6. Changing Government Policies: Finally, government policy may encourage


cooperative strategies among firms.

Requisites of Inter Corporate Coordination:


There are several characteristics that must be in place before supply chain cooperative
behavior will take place:
1. Trust and Commitment: Morgan and Hunt propose that cooperation arises directly
from both trust and commitment. they propose that trust has two dimensions:
a. Honesty: It is the belief that a partner stands by its word, fulfills promised role
obligations and is sincere.
b. Benevolence: It is the belief that a partner is interested in the firms welfare and is
willing to accept short term dislocations and will not take unexpected actions that
have a negative impact on firm.
2. Cooperative Norms: It reflects the belief that both parties in a relationship must
combine their efforts and cooperate to be successful. In this context, one defined
cooperative norms as the the perception of the joint efforts of both the supplier and
distributor to achieve mutual and individual goals successfully. While refraining from
opportunistic actions. Cannon suggests measures of cooperative norms that should
be developed inside firms:
a. No matter who is at fault, problems are joint responsibilities
b. Both sides are concerned about the others profitability
c. One party will not take advantage of a strong bargaining position
d. Both sides are willing to make cooperative changes
e. One does not mind owing each other favors.
3. Inter Dependence: It has a positive impact on cooperation. Dependence of a firm
on its partner refers to the firms need to maintain a relationship with the partner to
achieve its goals.
4. Compatibility: Organizational compatibility is defined as having complementary goals
and objectives as well as similarity in operating philosophies and corporate cultures.
5. Managers Perceptions of Environmental Uncertainty: The development of alliances
which are many forms of inter firm cooperation, is positively associated with key
managers perceptions of environmental uncertainty. Managers perceived
environmental uncertainty is posited as a multidimensional construct.

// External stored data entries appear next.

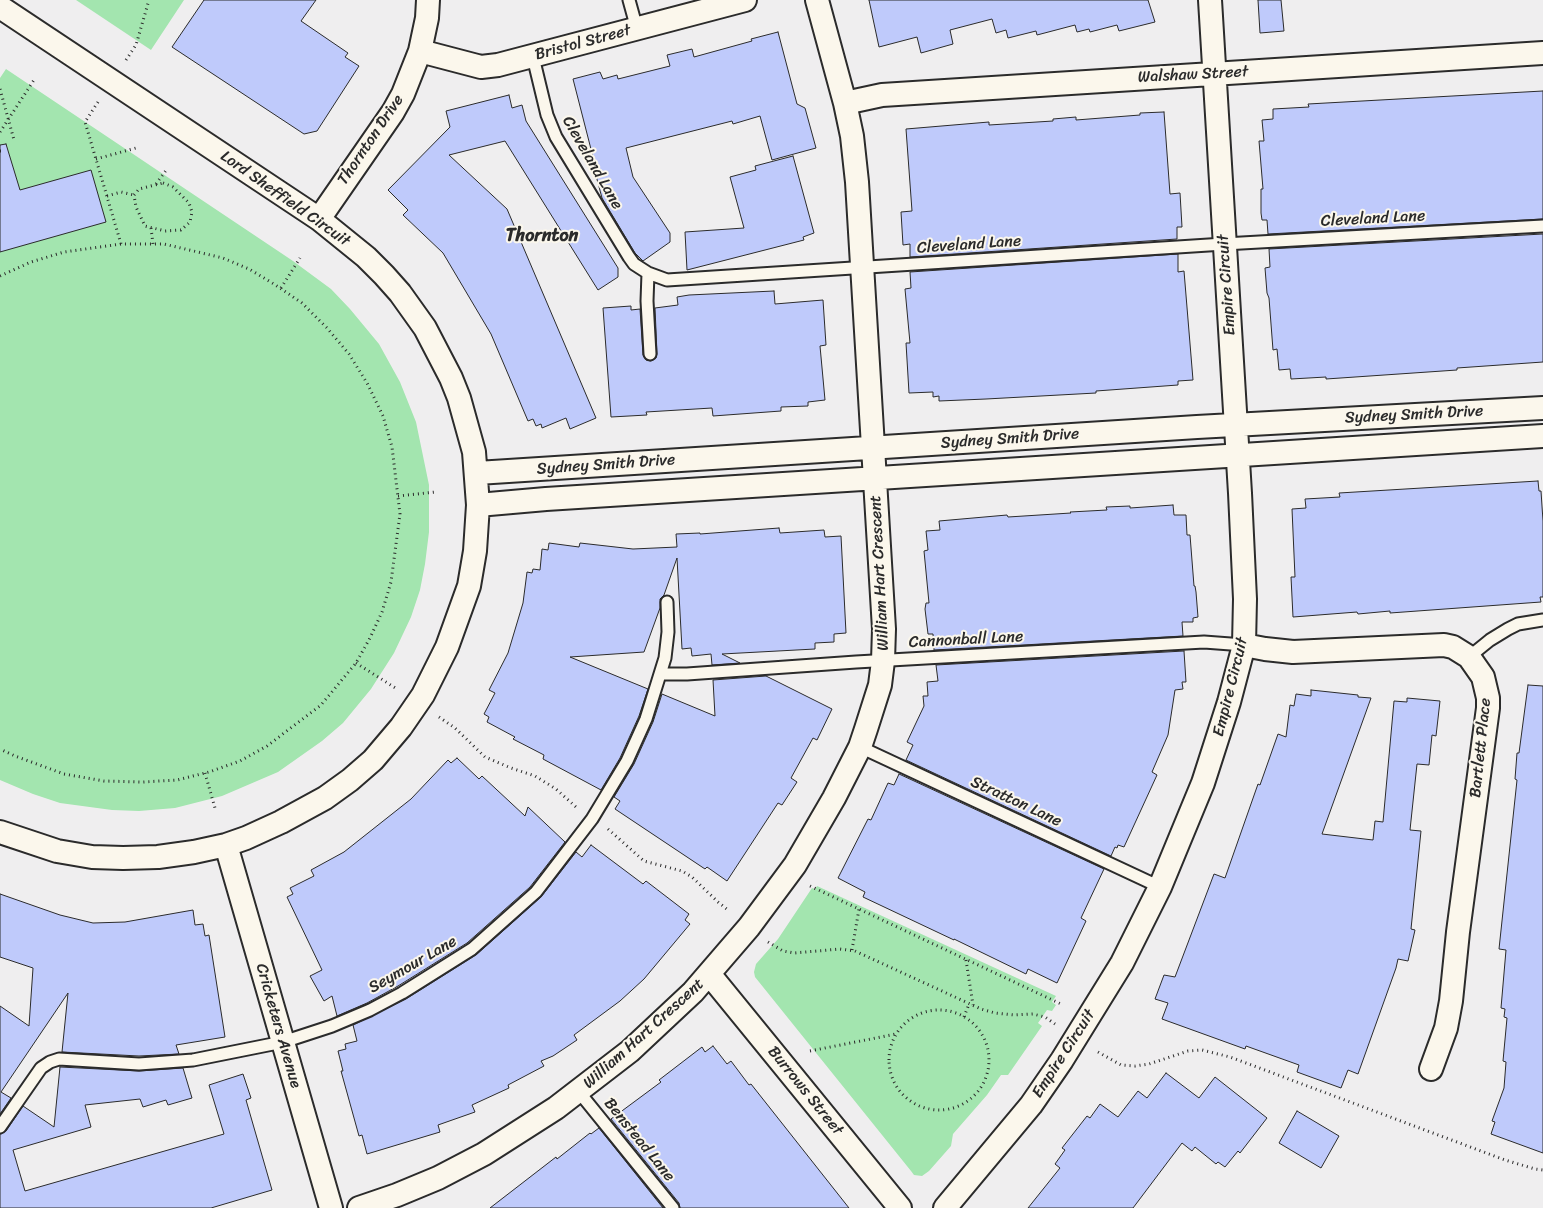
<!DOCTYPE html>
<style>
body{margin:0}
canvas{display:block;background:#efeeef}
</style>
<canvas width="1543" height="1208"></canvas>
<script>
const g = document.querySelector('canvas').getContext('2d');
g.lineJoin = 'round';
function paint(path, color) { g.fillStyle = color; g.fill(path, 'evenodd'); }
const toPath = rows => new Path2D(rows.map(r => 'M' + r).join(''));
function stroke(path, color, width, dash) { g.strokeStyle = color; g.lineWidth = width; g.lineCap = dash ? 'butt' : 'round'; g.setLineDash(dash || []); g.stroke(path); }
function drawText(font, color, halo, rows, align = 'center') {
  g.font = font + ' Sriracha,sans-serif'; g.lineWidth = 4; g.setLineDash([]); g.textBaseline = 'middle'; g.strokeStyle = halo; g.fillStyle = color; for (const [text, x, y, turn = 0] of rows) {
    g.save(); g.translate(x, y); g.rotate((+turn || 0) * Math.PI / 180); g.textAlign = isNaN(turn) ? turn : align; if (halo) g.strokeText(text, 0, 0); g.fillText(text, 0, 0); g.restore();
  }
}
const green = toPath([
 [76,0,184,0,151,50],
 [6,69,293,261,331,289,350,309,379,344,400,382,416,422,429,485,429,532,425,564,420,590,411,617,394,653,371,689,343,723,322,741,278,772,222,796,175,808,139,811,112,810,60,803,33,794,0,780,0,78],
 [817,886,1056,996,1052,1002,1056,1005,1052,1011,1047,1010,1038,1023,1042,1026,1008,1075,1001,1075,987,1095,953,1134,951,1146,929,1171,922,1176,914,1175,911,1171,755,977,754,972,756,964,778,939,812,888,815,889]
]);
const building = toPath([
 [204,0,316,0,301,21,348,53,345,57,359,66,317,131,304,134,172,47,204,0],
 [869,0,1148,0,1155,22,1119,31,1117,25,1090,32,1089,29,1077,32,1075,25,1037,35,1036,31,1008,38,1006,30,996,33,992,19,950,30,953,44,921,53,917,37,879,47,869,0],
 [1258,0,1281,0,1284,31,1260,33,1258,0],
 [778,32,797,104,805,108,816,148,772,160,760,116,733,124,732,121,626,148,633,177,670,233,670,242,643,261,635,253,602,198,591,157,593,157,573,79,600,72,603,79,617,75,618,79,670,66,667,55,692,49,694,57,752,41,751,39,778,32],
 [1543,91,1543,219,1268,234,1267,220,1262,220,1261,213,1261,189,1263,189,1259,141,1264,141,1262,120,1273,119,1273,109,1309,107,1308,104,1543,91],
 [509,95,512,108,522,105,526,121,618,268,618,277,598,290,505,141,449,155,507,209,596,418,570,429,566,418,542,428,541,424,536,426,533,419,528,421,491,334,443,253,403,215,408,210,388,190,450,127,446,111,509,95],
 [1164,112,1170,194,1180,193,1182,227,1177,227,1177,239,910,257,910,244,903,245,901,212,912,211,906,129,989,122,989,125,1053,121,1053,119,1076,117,1076,120,1140,115,1140,113,1164,112],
 [6,144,20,190,91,170,106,222,0,252,0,145,6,144],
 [793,156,814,233,803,237,804,240,687,270,685,232,744,228,730,177,756,170,755,166,793,156],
 [1543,234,1543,362,1457,368,1457,370,1326,379,1326,377,1291,379,1290,369,1279,370,1277,349,1273,350,1269,298,1267,293,1265,268,1270,267,1269,249,1543,234],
 [1178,254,1178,272,1184,271,1193,380,1178,381,1178,385,1096,391,1096,393,986,399,939,401,939,396,933,397,933,392,909,393,906,343,910,343,905,289,911,288,910,272,1178,254],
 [774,291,775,304,823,300,826,345,820,346,825,400,808,402,808,406,781,407,781,411,713,416,712,408,646,412,647,415,611,417,603,308,631,306,631,310,640,309,643,355,646,360,651,361,656,358,657,354,655,308,678,305,677,297,689,295,774,291],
 [1538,481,1539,491,1541,491,1543,521,1543,597,1540,597,1541,602,1390,613,1390,611,1358,614,1357,612,1293,617,1291,577,1295,577,1292,509,1306,508,1305,499,1340,497,1339,493,1538,481],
 [1173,505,1174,515,1186,515,1187,535,1190,535,1194,586,1195,586,1196,592,1198,617,1193,618,1193,622,1182,622,1183,636,934,650,933,634,928,634,925,609,926,603,929,603,924,551,928,550,926,531,940,530,939,521,1007,515,1008,517,1071,513,1070,512,1107,510,1106,507,1130,506,1130,508,1173,505],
 [779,528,780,533,824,530,825,537,841,536,846,633,834,634,834,642,815,643,815,649,722,654,740,663,712,665,711,654,692,656,691,648,682,649,677,558,664,595,660,599,660,608,644,652,570,657,648,689,639,716,620,758,601,790,543,759,544,755,513,739,515,737,487,722,489,717,484,714,495,693,489,690,508,653,523,603,527,572,532,573,533,569,540,570,542,549,548,550,549,543,579,547,580,543,633,549,677,547,676,534,700,533,700,534,779,528],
 [1184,651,1186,682,1182,682,1183,689,1175,690,1168,735,1152,772,1157,775,1124,847,1118,845,1117,848,1115,847,1111,856,906,760,913,745,907,742,924,706,923,696,928,696,927,682,938,681,936,665,1184,651],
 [766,676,832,709,817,740,813,738,791,778,797,782,782,805,778,803,727,881,707,867,705,869,615,809,620,801,614,797,634,764,653,722,662,694,715,716,713,680,766,676],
 [1528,685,1543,686,1543,1153,1491,1134,1495,1122,1492,1121,1504,1088,1506,1062,1503,1061,1507,1018,1504,1017,1505,1009,1501,1008,1506,950,1499,949,1517,780,1515,779,1517,753,1519,753,1528,685],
 [1311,690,1358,695,1358,697,1371,698,1322,834,1373,840,1375,821,1383,822,1394,701,1407,702,1407,698,1440,701,1436,736,1432,735,1429,765,1417,764,1410,830,1421,831,1411,929,1415,930,1408,961,1398,959,1396,968,1358,1074,1348,1070,1341,1088,1297,1072,1299,1065,1246,1046,1245,1049,1162,1019,1168,1003,1155,999,1164,975,1175,977,1214,874,1225,878,1258,784,1260,785,1278,734,1286,737,1290,705,1294,706,1296,694,1311,696,1311,690],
 [457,758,479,779,482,776,525,816,528,807,565,842,530,887,467,943,398,986,367,1003,337,1016,332,996,324,1001,310,976,322,970,287,897,293,894,290,888,314,876,311,870,344,852,411,799,448,760,451,763,457,758],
 [899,774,1104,869,1081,918,1086,921,1057,983,1028,969,1026,974,954,939,954,940,863,897,865,892,838,878,868,819,871,820,888,783,894,785,899,774],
 [591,845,643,884,646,881,689,914,685,920,690,924,644,979,620,1001,574,1035,577,1040,553,1056,541,1061,544,1066,508,1085,509,1088,472,1105,475,1112,438,1125,440,1132,367,1154,362,1135,359,1136,341,1071,343,1071,338,1051,346,1049,345,1044,357,1041,353,1025,406,999,476,955,541,897,576,852,582,857,591,845],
 [0,894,60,915,93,923,125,922,193,910,195,925,203,924,205,936,209,935,225,1037,176,1045,179,1054,139,1056,62,1052,68,993,1,1092,11,1098,0,1114,0,1006,29,1026,33,968,0,957,0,894],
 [713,1046,727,1064,731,1061,749,1085,751,1084,849,1208,680,1208,679,1203,611,1119,661,1082,659,1080,702,1047,705,1052,713,1046],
 [60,1067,139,1071,183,1068,192,1098,168,1105,166,1100,143,1107,140,1099,85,1105,91,1127,13,1150,25,1191,224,1134,209,1085,243,1074,251,1098,246,1100,272,1190,211,1208,0,1208,0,1134,6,1131,23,1106,54,1127,60,1067],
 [1166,1073,1199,1098,1215,1077,1267,1118,1240,1153,1238,1151,1225,1167,1218,1162,1216,1164,1195,1147,1192,1151,1182,1143,1133,1208,1028,1208,1060,1168,1055,1164,1065,1150,1062,1148,1087,1116,1090,1118,1100,1104,1118,1117,1138,1091,1147,1098,1166,1073],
 [1297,1111,1339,1136,1321,1168,1279,1143,1297,1111],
 [599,1128,663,1208,490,1208,556,1157,557,1159,590,1133,591,1134,599,1128]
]);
const path = toPath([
 [126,60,136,45,149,0],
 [0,89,14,140],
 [98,102,85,122,121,244],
 [0,132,34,80],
 [0,151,1,151],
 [96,159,136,148],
 [163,183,173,187,189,203,192,212,190,222,181,230,165,231,145,226,136,207,134,195,139,189,163,183],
 [156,184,167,169],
 [107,196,121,192,134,195],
 [151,228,153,244],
 [0,276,31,262,64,252,121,244,164,244,223,258,249,269,274,284,302,303,327,328,349,354,367,383,383,416,392,447,400,514,391,582,382,612,370,638,356,663,321,705,267,746,240,761,209,772,177,780,143,782,104,781,64,774,15,756,0,749],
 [281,288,300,258],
 [398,496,436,492],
 [356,663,397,689],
 [439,717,455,728,485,757,511,768,535,776,556,789,576,807],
 [205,773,215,808],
 [608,829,644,861,682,871,692,877,718,902,728,910],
 [810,886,1061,1004],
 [768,942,783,951,794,953,840,949,855,951,981,1009,995,1013,1014,1015,1033,1014,1045,1017,1055,1024],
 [852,950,859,909],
 [966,960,973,1005],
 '889 1060a50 50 0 1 1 100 0a50 50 0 1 1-100 0Z',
 [964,1017,969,1004],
 [810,1051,896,1034],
 [1098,1052,1121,1065,1135,1066,1149,1064,1188,1051,1202,1050,1230,1057,1505,1160,1535,1169,1543,1170]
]);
const lane = toPath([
 [629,0,637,29],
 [533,57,547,115,556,137,629,257,634,264,648,273,667,280,1224,244,1543,226],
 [648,273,647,301,650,354],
 [1469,657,1490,640,1508,629,1518,624,1543,620],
 [661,674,687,674,856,662,1204,642,1244,645],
 [860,747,1160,887],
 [579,1092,673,1208],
 [0,1127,41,1068,50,1062,59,1059,139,1064,193,1060,283,1042,332,1026,370,1010,402,993,472,949,536,892,592,819,627,761,646,719,665,658,668,632,667,602]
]);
const street = toPath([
 [0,7,319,219,366,257,384,275,400,293,425,328,451,378,459,398,474,452,478,505,475,551,469,586,447,647,423,695,401,727,373,760,350,780,325,798,281,822,246,838,226,845,194,852,158,857,123,858,92,857,57,851,0,832],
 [420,51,481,67,498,65,745,0],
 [845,103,882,95,1543,53],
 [319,219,393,112,403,94,420,51,427,18,428,0],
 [477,473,1197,427,1543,408],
 [478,505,546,499,1543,436],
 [1244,645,1265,649,1293,652,1444,645,1453,647,1469,657,1483,677,1488,698,1488,708,1458,932,1451,1001,1446,1028,1431,1069],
 [226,845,331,1208],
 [710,975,900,1208],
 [359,1208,397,1195,438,1178,484,1154,556,1108,630,1051,693,992,749,927,795,865,834,798,860,747,866,729,880,685,883,661,884,629,857,182,852,136,845,103,817,0],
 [945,1208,1031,1105,1062,1060,1122,963,1160,887,1203,783,1229,702,1244,645,1245,599,1240,493,1210,0]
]);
const streetNames = [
 ["Bristol Street",583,43,-15],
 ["Walshaw Street",1193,75,-3],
 ["Thornton Drive",371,140,-56],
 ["Cleveland Lane",592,163,60],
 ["Lord Sheffield Circuit",285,199,35],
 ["Cleveland Lane",1373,219,-3],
 ["Cleveland Lane",969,245,-4],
 ["Empire Circuit",1227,285,-94],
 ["Sydney Smith Drive",1414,415,-3],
 ["Sydney Smith Drive",1010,439,-4],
 ["Sydney Smith Drive",606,465,-4],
 ["William Hart Crescent",880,573,-93],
 ["Cannonball Lane",966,640,-3],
 ["Empire Circuit",1231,687,-76],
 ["Bartlett Place",1481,748,-84],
 ["Stratton Lane",1016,802,25],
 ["Seymour Lane",413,965,-30],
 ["Cricketers Avenue",278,1026,74],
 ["William Hart Crescent",644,1034,-42],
 ["Empire Circuit",1064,1054,-57],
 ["Burrows Street",805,1091,51],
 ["Benstead Lane",639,1140,51]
];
const neighbourhoodNames = [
 ["Thornton",542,236]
];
paint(green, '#a3e5af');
paint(building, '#bfcafb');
stroke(building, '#2b2b2b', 1);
stroke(lane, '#2b2b2b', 15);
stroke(street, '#2b2b2b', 26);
stroke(path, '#2b2b2b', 3, [1, 4]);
stroke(lane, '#fbf7ec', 11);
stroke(street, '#fbf7ec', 22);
drawText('16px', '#2b2b2b', '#fbf7ec', streetNames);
drawText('bold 18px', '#2b2b2b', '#fbf7ec', neighbourhoodNames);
</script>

6. Extendedness of a Relationship: Heide and Miner defines that it is the degree to


which the parties anticipate that the relationship will continue into the future with an
indeterminate end point.

Dimensions to Implement Inter Corporate Coordination:


1. One of a Few Partners for Each Major Item: A powerful means of enhancing the
likelihood of achieving cooperative action among firms is the selection of partners
based on some good predictors of relevant cooperative behaviors.
2. Reward Sharing: In a complex relationship in which performance is difficult to
measure profit or income sharing based on incentive schemes is an important
cooperation mechanism a win win approach to share the rewards of the business
between both parties is required.
3. Joint Improvement Driven by Mutual Interdependence: A joint effort is driven by a
desire to improve to improve supplier performance in all critical performance areas,
including cost reduction, quality improvement, delivery improvement, and supplier
design and production capabilities.
4. Existence of Conflict Resolution Mechanisms: Participating firms work together to
resolve disputes through mechanisms that support joint problem solving.
5. Open and Complete Exchange of Information: Participating firms practice an open
exchange of information. For example to minimize inventory in the supply chain,
information systems must be able to track and communicate production and
customer requirements at different levels in the chain.
6. Working Together of Firms to Adapt to a Changing Market place: Participating firms
maintain a credible commitment to work together during difficult times. For example
a buyer does not eliminate a supplier who experiences a short term production.
7. Active Involvement of the firms in Supply Chain Activities: Finally, participating firms
are deeply involved in supply chain activities.